Work request: Look through the listing below for the word "Gueule" and copy every line where it occurs.

Data for analysis:
----

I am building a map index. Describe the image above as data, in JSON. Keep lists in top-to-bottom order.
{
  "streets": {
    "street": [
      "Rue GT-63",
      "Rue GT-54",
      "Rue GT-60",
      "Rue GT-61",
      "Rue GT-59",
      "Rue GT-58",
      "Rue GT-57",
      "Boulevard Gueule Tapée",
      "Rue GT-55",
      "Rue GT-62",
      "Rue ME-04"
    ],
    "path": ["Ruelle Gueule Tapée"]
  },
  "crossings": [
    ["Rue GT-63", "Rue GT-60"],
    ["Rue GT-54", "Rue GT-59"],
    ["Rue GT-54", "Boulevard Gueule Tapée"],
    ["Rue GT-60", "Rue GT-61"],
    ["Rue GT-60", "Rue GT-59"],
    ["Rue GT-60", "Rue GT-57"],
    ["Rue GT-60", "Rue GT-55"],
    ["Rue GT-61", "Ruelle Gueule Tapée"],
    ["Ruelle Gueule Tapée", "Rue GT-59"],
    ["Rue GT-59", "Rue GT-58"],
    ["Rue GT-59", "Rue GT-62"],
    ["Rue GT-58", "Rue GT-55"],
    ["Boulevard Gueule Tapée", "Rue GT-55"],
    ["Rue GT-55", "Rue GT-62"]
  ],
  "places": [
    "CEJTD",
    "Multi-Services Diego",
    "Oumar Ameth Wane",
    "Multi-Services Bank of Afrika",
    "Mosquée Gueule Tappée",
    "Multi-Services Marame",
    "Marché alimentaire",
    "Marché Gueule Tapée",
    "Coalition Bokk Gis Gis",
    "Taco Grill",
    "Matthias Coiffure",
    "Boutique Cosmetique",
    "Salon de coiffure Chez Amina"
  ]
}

----

Task solution:
      "Boulevard Gueule Tapée",
    "path": ["Ruelle Gueule Tapée"]
    ["Rue GT-54", "Boulevard Gueule Tapée"],
    ["Rue GT-61", "Ruelle Gueule Tapée"],
    ["Ruelle Gueule Tapée", "Rue GT-59"],
    ["Boulevard Gueule Tapée", "Rue GT-55"],
    "Mosquée Gueule Tappée",
    "Marché Gueule Tapée",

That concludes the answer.